• _MATERIAL PROVIDED_
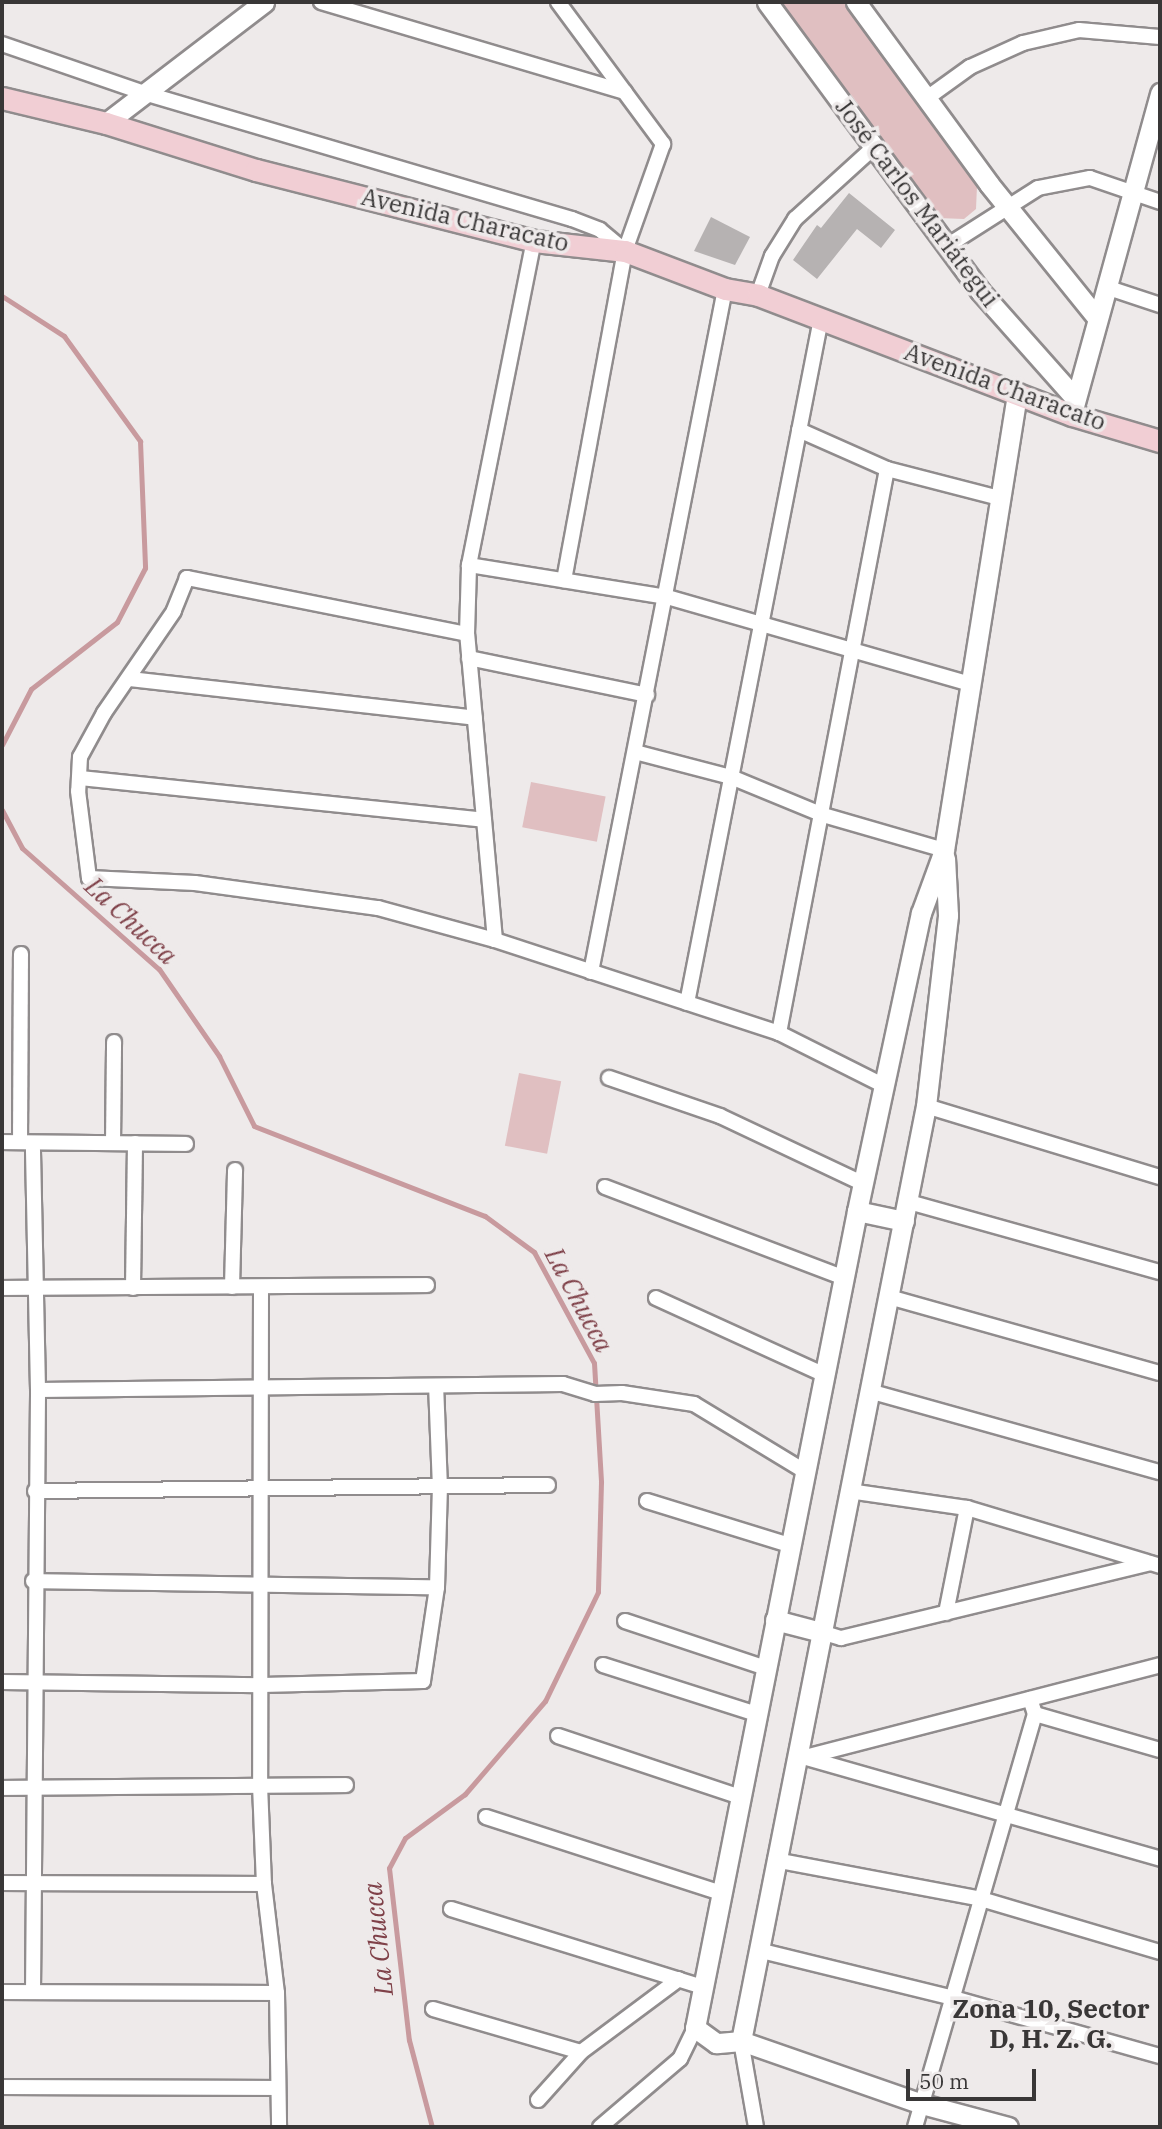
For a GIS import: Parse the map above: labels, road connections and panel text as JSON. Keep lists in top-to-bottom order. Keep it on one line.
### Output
{"streets":{"main road":["Avenida Characato"],"street":["José Carlos Mariátegui"]},"crossings":[["José Carlos Mariátegui","Avenida Characato"]],"districts":["Zona 10, Sector D, H. Z. G."],"water":["La Chucca"],"scale_bar":"50 m"}
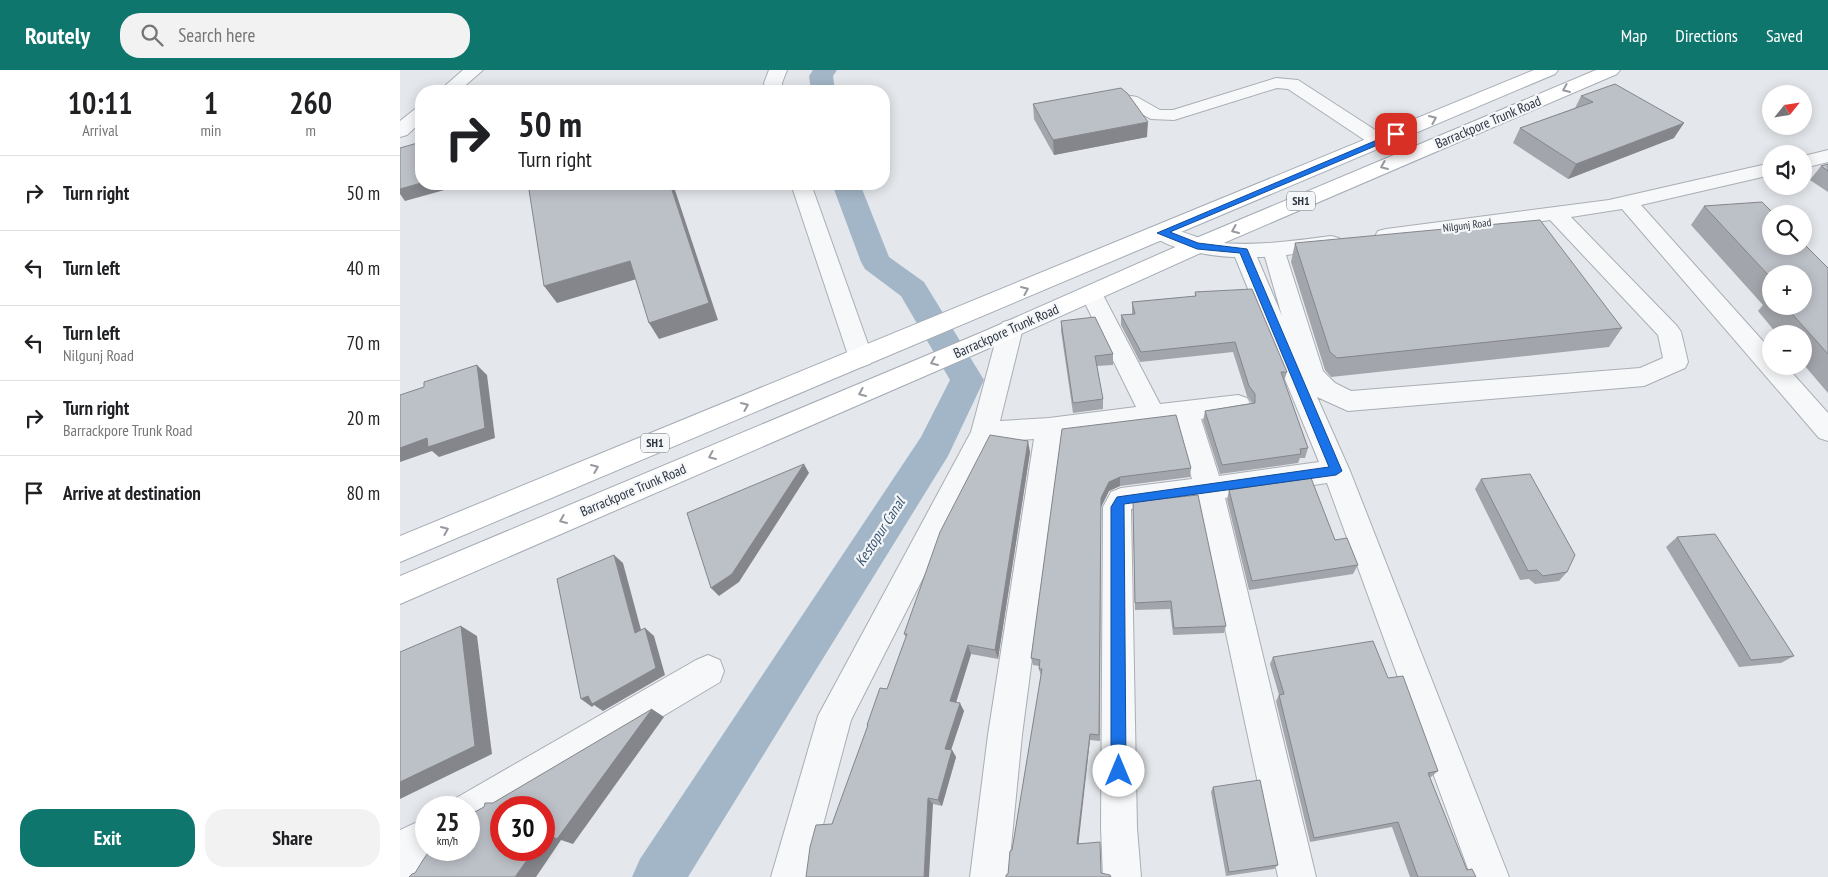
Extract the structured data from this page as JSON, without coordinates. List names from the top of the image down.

• _THE PROBLEM_
Go through the material above and retype every line exactly, without the images.

• _WRITTEN SOLUTION_
For a GIS import: Parse the map above: labels, road connections and panel text as JSON. Keep lists in top-to-bottom order. Keep it on one line.
### Output
{"streets":{"main road":["Avenida Characato"],"street":["José Carlos Mariátegui"]},"crossings":[["José Carlos Mariátegui","Avenida Characato"]],"districts":["Zona 10, Sector D, H. Z. G."],"water":["La Chucca"],"scale_bar":"50 m"}
Extract the structured data from this page as JSON, without coordinates. List names from the top of the image down.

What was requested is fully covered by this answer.